Deke (Denzel Washington) is an aging cop in L.A. who had his life turned upside-down years ago because of his involvement in trying to solve a serial killer case. Jim Baxter (Rami Malek) is the new guard working the latest iteration that has the city on edge. Deke is haunted by the victims he failed, and it all caused problems with his marriage and career. Even if he hadn’t specifically fallen out of cop shop political favor by way of a serial killer case (which, let’s pretend is a thing), Jim isn’t convinced that older him can actually be a lot of help.
The investigation quickly turns up leads that put Albert Sparma (Jared Leto) in the crosshairs, and in case the evidence isn’t solid enough for the audience, Leto twirls his mustache repeatedly. We soon find ourselves in a cat-and-mouse that reminds almost unbearably of Se7en, but also harkens back to a dozen films going through the nineties all the way to Prisoners. Deke wanders through the investigation like a man who has been beaten down by all of this before, and doesn’t care about certain rules this time around. Baxter shuffles along like someone new to the badge who can’t wait to get beaten down himiself. Sparma all but cackles merrily along as he taunts the cops as though that’s all he’s ever wanted out of life.
When the film is about Deke, it’s an engrossing dive into a man at a certain nexus who battles himself as much as anything else while trying to get his past to direct his future.
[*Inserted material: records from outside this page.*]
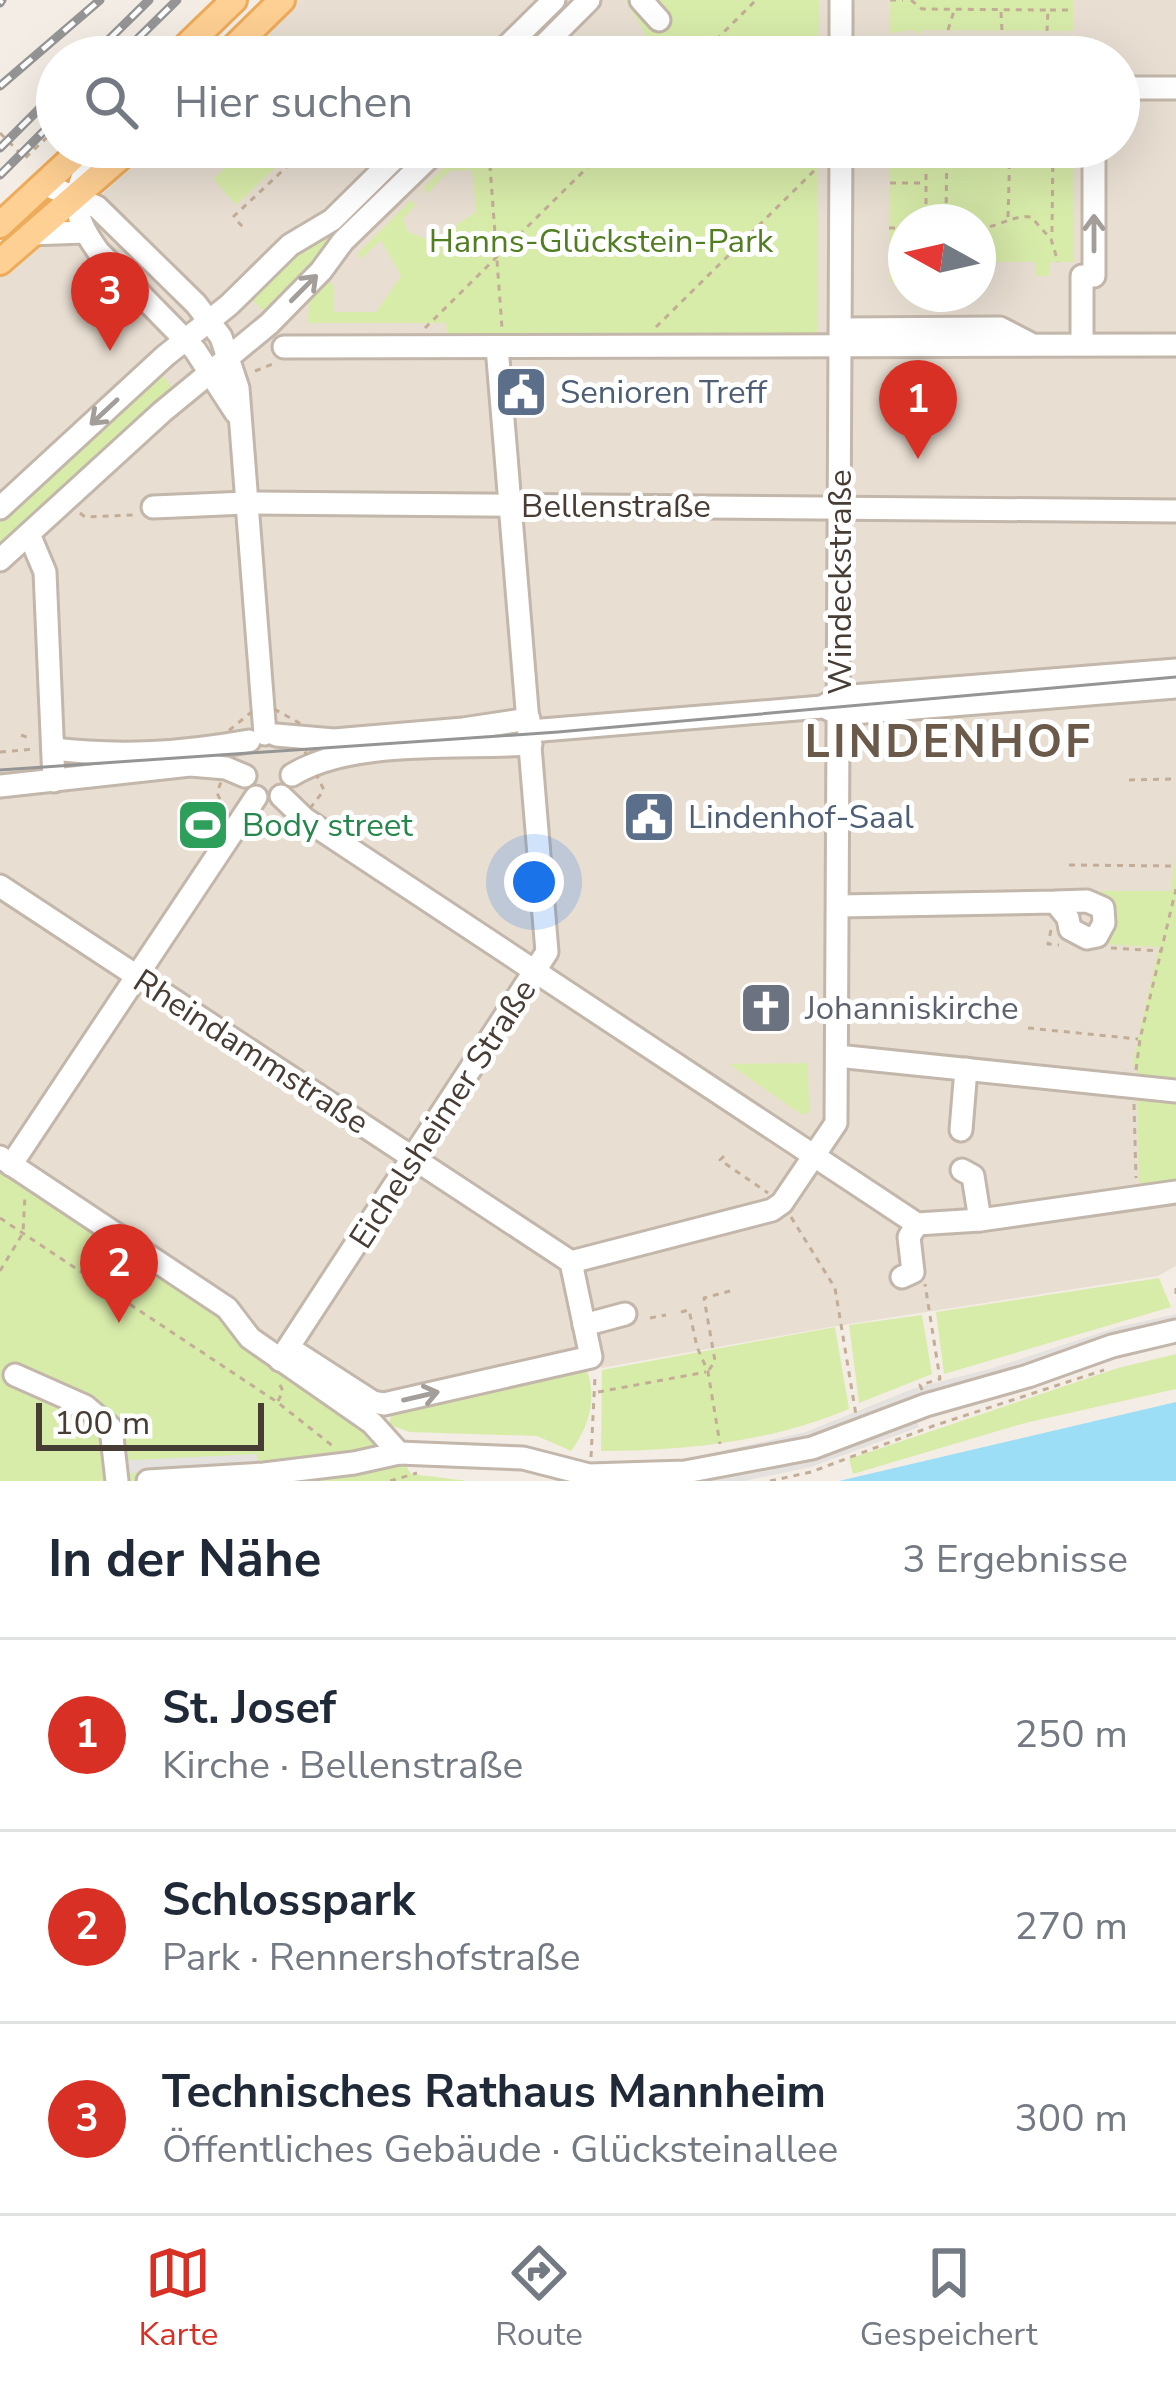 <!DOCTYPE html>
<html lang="de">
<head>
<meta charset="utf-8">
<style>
	:root { --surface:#fff; --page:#f2f2f3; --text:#1f2937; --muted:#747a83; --line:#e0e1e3; --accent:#d93025 }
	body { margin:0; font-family:"Nunito Sans",sans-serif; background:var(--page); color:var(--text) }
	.compass { position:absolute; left:888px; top:204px; width:108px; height:108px; border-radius:50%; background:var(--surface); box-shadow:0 12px 48px #0002; rotate:278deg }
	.scale { position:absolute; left:36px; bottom:30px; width:228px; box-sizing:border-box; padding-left:12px; border:6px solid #473d34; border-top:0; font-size:33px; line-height:42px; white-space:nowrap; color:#473d34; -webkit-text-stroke:9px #fff; paint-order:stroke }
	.you { position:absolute; left:534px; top:882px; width:42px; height:42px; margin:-30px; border:9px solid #fff; border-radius:50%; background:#1a73e8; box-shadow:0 0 0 18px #1a73e833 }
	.badge { display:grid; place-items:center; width:78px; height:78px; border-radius:50%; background:var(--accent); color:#fff; font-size:39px; font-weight:700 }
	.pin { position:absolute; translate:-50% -99px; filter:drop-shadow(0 3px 6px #0008) }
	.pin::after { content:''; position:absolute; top:63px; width:42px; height:36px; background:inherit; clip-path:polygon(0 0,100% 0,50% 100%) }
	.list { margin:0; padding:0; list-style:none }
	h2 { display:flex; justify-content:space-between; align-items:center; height:156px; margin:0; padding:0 48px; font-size:51px }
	h2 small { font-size:39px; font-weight:400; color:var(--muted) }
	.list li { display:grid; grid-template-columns:78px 1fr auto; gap:36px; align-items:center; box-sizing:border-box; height:192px; padding:0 48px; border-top:3px solid var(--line) }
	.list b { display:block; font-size:45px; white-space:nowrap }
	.list p { margin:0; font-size:39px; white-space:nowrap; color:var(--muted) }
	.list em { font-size:39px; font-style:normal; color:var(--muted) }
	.icon { flex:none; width:66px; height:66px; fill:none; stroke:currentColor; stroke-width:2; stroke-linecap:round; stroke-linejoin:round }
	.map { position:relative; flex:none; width:1176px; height:1481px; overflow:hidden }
	.search { position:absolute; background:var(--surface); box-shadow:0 12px 48px #0002; left:36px; right:36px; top:36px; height:132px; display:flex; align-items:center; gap:30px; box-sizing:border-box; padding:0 42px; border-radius:66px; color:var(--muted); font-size:45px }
	.sheet { height:732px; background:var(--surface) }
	nav { display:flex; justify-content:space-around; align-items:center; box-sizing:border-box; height:168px; border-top:3px solid var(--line); background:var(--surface); font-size:33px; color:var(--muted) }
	nav a { display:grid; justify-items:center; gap:6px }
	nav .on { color:var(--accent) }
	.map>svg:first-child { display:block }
</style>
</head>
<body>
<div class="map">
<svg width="1176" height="1481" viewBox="0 0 1176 1481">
	<rect width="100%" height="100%" fill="#f4ede5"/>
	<path fill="#e8ded2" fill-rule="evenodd" d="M297 0H1176V1266L1158 1276 836 1326 601 1368 598 1354 377 1413 399 1453 0 1157V262L30 234 65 233 148 147H1119V57H239ZM906 222H978V294H906Z"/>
	<g fill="#d8ecaa">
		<path d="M625 0H819L818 57H629L645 33Z"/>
		<path d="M890 0H1073V31L922 30 921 34 912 30 890 33Z"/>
		<path d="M247 147H274L285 159 236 205 213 179Z"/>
		<path d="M412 147H433L270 317 251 298Z"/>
		<path d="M499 147H818L817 336 447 334 446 323H308L309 302 329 281 334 286 333 312H376L401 276 381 240 361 259 357 254 411 200 416 205 403 219 408 232 432 241 476 212 472 170 449 171 428 193 423 188 457 155 493 152Z"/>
		<path d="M890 147H1074V262H1049V276H1036L1035 262H978V222H906V282H889Z"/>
		<path d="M159 372 176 392 0 551V515Z"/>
		<path d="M1176 853V1180L1139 1185 1137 1066 1132 1065 1159 947 1099 944V898L1102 891H1171Z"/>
		<path d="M808 1063 809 1112 802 1115 729 1064Z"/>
		<path d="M0 1157 227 1308 399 1453 411 1474 468 1481H0Z"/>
		<path d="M1159 1278 1171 1307 944 1374 936 1312Z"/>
		<path d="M922 1315 932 1374 859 1403 849 1325Z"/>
		<path d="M835 1327 849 1409C771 1442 685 1451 601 1451L602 1370Z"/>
		<path d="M1176 1354V1389L1025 1423 853 1474 849 1459 1118 1368Z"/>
		<path d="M587 1370C597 1401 589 1426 571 1451L537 1436 410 1432 389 1425 391 1415Z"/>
	</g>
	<g fill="#e4e1de">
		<path d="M1176 1314V1324L819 1438 727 1459 726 1450 806 1432 915 1388 990 1369 1118 1327Z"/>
		<path d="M915 1416 919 1427 811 1467 744 1481H655Z"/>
		<path d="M257 1454V1466L115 1474 114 1461Z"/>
	</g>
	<path fill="#9cdef6" d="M1176 1402V1481H839Z"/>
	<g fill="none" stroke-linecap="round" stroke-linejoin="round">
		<g stroke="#c3b6aa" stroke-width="27">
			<g id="minor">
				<path d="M641 0 659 20"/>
				<path d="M496 57 554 0"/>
				<path d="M532 57 589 0"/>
				<path d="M841 57V0"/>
				<path d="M1119 88H1176"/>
				<path d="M98 147C73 190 67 208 98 251L195 350 236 413"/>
				<path d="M44 184 97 207 196 304 221 337 238 388 265 734"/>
				<path d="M30 234 85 232"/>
				<path d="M841 329 1000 328 1029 343"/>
				<path d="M1082 344V276H1094V147"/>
				<path d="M284 347 1176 345"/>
				<path d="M153 507 246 503 1176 511"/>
				<path d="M0 508 165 356 229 305 290 245 332 220 406 147"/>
				<path d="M29 534 45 572 54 781"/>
				<path d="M0 560 162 412 269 324 321 271 343 241 440 147"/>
				<path d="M828 709 840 714 1176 687"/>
				<path d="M530 731 822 707 840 697 1176 670"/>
				<path d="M276 735 334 740 463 729 529 719"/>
				<path d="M53 749C122 757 181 753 249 741"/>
				<path d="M292 775C352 738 461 749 531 744"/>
				<path d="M0 786 190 765 226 768 245 776"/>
				<path d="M281 796 305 819 917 1224 980 1220 1176 1192"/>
				<path d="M0 886 571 1262 772 1210 782 1203 836 1123 841 147"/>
				<path d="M839 906 1055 902 1068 918 1070 929 1087 938 1097 936 1104 923 1103 908 1087 901 1055 902"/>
				<path d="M837 1056 1176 1091"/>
				<path d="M961 1130 966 1069"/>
				<path d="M0 1157 227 1308 250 1338 372 1423 399 1453"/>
				<path d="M11 1165 256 797"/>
				<path d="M962 1170 973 1176 980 1220"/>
				<path d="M902 1277 913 1272 909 1237 917 1224"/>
				<path d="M584 1325 625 1314"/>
				<path d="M280 1360 547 952 497 347"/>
				<path d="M280 1360 297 1353 373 1402 384 1404 591 1357 571 1262"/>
				<path d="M15 1375 85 1406 111 1428 117 1481"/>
				<path d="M148 1481 264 1474 354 1463 399 1453 523 1458 589 1475 685 1472 812 1448 926 1405 1028 1376 1112 1346 1176 1331"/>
			</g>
		</g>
		<g stroke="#eeab59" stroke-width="30">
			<g id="major">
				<path d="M175 57 234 0"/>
				<path d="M224 57 282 0"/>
				<path d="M0 225 84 147"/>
				<path d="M0 262 132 147"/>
			</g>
		</g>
		<g stroke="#c3ad97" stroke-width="3" stroke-dasharray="6 6" stroke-linecap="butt">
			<path d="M890 0H903"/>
			<path d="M911 0 922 9 1048 10 1047 31"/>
			<path d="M1050 10H1073"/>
			<path d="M1001 12 1002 31"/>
			<path d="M948 30 954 11"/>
			<path d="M269 57 280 47 290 57"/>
			<path d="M699 57 756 0"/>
			<path d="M0 133 25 158 57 128"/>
			<path d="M489 153 502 328"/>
			<path d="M890 183H924"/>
			<path d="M946 215 947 147"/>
			<path d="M926 216V164L1053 165"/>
			<path d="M233 217 293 161 280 147"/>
			<path d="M1008 217 1010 147"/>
			<path d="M238 222 246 230"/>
			<path d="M918 222C931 212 943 213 956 222"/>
			<path d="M889 228H906"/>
			<path d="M978 228C998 228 1011 215 1031 217L1051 239 1058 262"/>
			<path d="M1052 232 1053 147"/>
			<path d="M656 327 824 161"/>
			<path d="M425 328 608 147"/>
			<path d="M255 371 273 364"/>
			<path d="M80 513 85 517 135 515"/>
			<path d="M274 709 303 725 304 750 324 790 296 827 265 825 253 830 226 812 217 793 226 768 227 732 254 710Z"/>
			<path d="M21 735 32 739"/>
			<path d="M0 752 34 749"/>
			<path d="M1129 780 1176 779"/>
			<path d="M1069 865 1176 866"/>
			<path d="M1051 930 1048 944 1059 945"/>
			<path d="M1111 948 1161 951"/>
			<path d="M1028 1028 1138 1039"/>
			<path d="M1136 1070 1140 1039 1176 889"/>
			<path d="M1134 1104 1136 1178"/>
			<path d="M724 1156 720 1160 768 1193"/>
			<path d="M791 1217 835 1288 856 1415"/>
			<path d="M0 1218 277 1402 334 1447"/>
			<path d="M0 1271 23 1233 25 1195"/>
			<path d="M1176 1288V1295"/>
			<path d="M681 1312 689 1310 697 1347 708 1372 720 1444"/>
			<path d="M650 1318 666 1315"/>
			<path d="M709 1370 715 1361 704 1298 730 1291"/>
			<path d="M922 1390 920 1385 940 1379 925 1284"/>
			<path d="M598 1392 706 1372"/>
			<path d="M278 1401 283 1391 279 1383"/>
			<path d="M591 1457 595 1377"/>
			<path d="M390 1481 417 1473"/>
			<path d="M770 1481 811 1472 933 1426 1104 1370"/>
		</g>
		<use href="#minor" stroke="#fff" stroke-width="21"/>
		<use href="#major" stroke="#ffd093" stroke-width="24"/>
		<path stroke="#959595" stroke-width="3" d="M0 770 558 732 1176 677"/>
		<g stroke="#959595" stroke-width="9">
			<g id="rail">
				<path d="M0 3 2 0"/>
				<path d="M91 57 149 0"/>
				<path d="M119 57 177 0"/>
				<path d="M0 86 100 0"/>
				<path d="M0 148 57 91"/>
				<path d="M0 175 57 118"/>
			</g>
		</g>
		<use href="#rail" stroke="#fff" stroke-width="4.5" stroke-dasharray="14" stroke-linecap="butt"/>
	</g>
	<defs><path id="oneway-shaft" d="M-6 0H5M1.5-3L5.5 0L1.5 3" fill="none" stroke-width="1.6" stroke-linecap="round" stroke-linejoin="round" transform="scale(3)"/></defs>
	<g stroke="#a39e9a">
		<use href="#oneway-shaft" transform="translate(1094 233) rotate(-90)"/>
		<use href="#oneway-shaft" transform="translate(304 288) rotate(-45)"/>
		<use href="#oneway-shaft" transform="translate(104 412) rotate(137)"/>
		<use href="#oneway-shaft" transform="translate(421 1396) rotate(-13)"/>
	</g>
	<defs>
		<g id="civic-square" transform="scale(2.7)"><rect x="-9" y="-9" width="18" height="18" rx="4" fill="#5c6f8a" stroke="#fff"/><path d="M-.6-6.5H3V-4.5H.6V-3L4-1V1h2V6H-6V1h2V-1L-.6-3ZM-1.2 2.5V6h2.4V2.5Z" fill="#fff"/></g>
		<g id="stadium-square" transform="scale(2.7)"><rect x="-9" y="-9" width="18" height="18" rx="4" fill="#2e9e5b" stroke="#fff"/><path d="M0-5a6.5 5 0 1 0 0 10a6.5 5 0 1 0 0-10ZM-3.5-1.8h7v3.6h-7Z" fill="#fff"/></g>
		<g id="church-square" transform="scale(2.7)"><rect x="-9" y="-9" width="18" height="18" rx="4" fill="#6b7280" stroke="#fff"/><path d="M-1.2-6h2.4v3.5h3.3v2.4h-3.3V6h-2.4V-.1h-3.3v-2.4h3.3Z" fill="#fff"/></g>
	</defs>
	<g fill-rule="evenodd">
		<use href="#civic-square" x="521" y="392"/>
		<use href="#civic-square" x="649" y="817"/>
		<use href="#stadium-square" x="203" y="825"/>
		<use href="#church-square" x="766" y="1008"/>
	</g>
	<g text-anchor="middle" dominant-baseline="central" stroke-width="10" stroke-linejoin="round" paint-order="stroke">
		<g font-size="33" fill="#527e22" stroke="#fff">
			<text x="601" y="241">Hanns-Glückstein-Park</text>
		</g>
		<g font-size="33" fill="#4e5e75" stroke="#fff" text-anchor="start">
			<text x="560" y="392">Senioren Treff</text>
			<text x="688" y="817">Lindenhof-Saal</text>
		</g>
		<g font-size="33" fill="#473d34" stroke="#fff">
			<text x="616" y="506">Bellenstraße</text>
			<text transform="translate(840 582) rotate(-90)">Windeckstraße</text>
			<text transform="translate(251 1052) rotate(33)">Rheindammstraße</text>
			<text transform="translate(443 1114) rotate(-57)">Eichelsheimer Straße</text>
		</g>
		<g font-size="33" fill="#27864d" stroke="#fff" text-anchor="start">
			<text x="242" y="825">Body street</text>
		</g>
		<g font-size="33" fill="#5b616d" stroke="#fff" text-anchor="start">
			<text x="805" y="1008">Johanniskirche</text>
		</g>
		<g font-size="45" font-weight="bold" letter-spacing="3" fill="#6b594a" stroke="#fff">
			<text x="949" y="742">LINDENHOF</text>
		</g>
	</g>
</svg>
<svg class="compass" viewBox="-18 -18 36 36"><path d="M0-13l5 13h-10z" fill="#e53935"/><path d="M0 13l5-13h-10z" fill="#747a83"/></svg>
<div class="scale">100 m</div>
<div class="you"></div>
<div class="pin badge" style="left:918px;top:459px">1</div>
<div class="pin badge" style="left:119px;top:1323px">2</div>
<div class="pin badge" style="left:110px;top:351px">3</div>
<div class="search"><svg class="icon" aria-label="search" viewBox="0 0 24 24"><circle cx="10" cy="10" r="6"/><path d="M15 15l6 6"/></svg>Hier suchen</div>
</div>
<section class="sheet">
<h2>In der Nähe<small>3 Ergebnisse</small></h2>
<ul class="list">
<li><span class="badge">1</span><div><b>St. Josef</b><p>Kirche · Bellenstraße</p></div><em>250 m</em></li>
<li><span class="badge">2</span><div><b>Schlosspark</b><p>Park · Rennershofstraße</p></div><em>270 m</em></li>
<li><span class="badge">3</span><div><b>Technisches Rathaus Mannheim</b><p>Öffentliches Gebäude · Glücksteinallee</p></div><em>300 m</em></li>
</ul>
</section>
<nav>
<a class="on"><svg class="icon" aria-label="map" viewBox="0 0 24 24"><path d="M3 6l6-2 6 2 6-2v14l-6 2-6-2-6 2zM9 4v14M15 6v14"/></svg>Karte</a>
<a><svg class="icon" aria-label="directions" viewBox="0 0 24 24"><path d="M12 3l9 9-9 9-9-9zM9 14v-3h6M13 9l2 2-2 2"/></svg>Route</a>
<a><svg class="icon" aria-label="saved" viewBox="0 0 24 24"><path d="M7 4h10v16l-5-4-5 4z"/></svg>Gespeichert</a>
</nav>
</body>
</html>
It’s a The Founder style “tear apart” that hopes to examine what happens next by virtue of who he is (or became) instead of simply what happened before. Washington delivers in almost every moment, and frankly seems to be in a different movie than everyone else, putting together a cop you nearly always believe as on a path he examines as much as follows.
When The Little Things is about the case, Sparma, or connecting with Baxter, it’s almost self-mockery. Scenes are tense for trivial reasons, Sparma is creepy because, apparently, being sufficiently crazy is creepy, and Baxter winds his way down a road of stupid decisions that would make ’80s horror blink. A cockamamie (and I don’t use that word lightly, or often) interrogation scene feels as though it might have been improv, and I almost hope that it was, with Leto becoming increasingly cheesy and ludicrous, and Washington losing his cool, not at the character, but at Leto for wasting his time. Deke is almost caught in Sparma’s apartment when Sparma calls in the cops, and it’s all very nerve-racking, because… something bad would happen if cops caught a cop in a suspect’s apartment without a warrant… apparently. As we roll toward the end, Baxter follows Sparma down a bonkers rabbit hole just to prove he’ll dance for Sparma and that he’s letting the case get the better of him just as Deke did.
There’s no question that we at least get a decent ride with Washington, who never managed a greater testament to his abilities than remaining watchable in this, but it all ends irrelevantly, which seems the greatest failure possible for a would-be ’90s murderer hunt. It becomes the antithesis of that old nugget about great movies truly beginning after they end because the real story is what happens when you’re left to think about everything you just watched, which is to say that it leaves a kind of mental vacuum because it turns out you didn’t actually watch anything. That’s certainly its own forced experience, and it’s one that is pretty unnerving, but it only helps prove that director Hancock cannot free himself from the shackles of writer Hancock.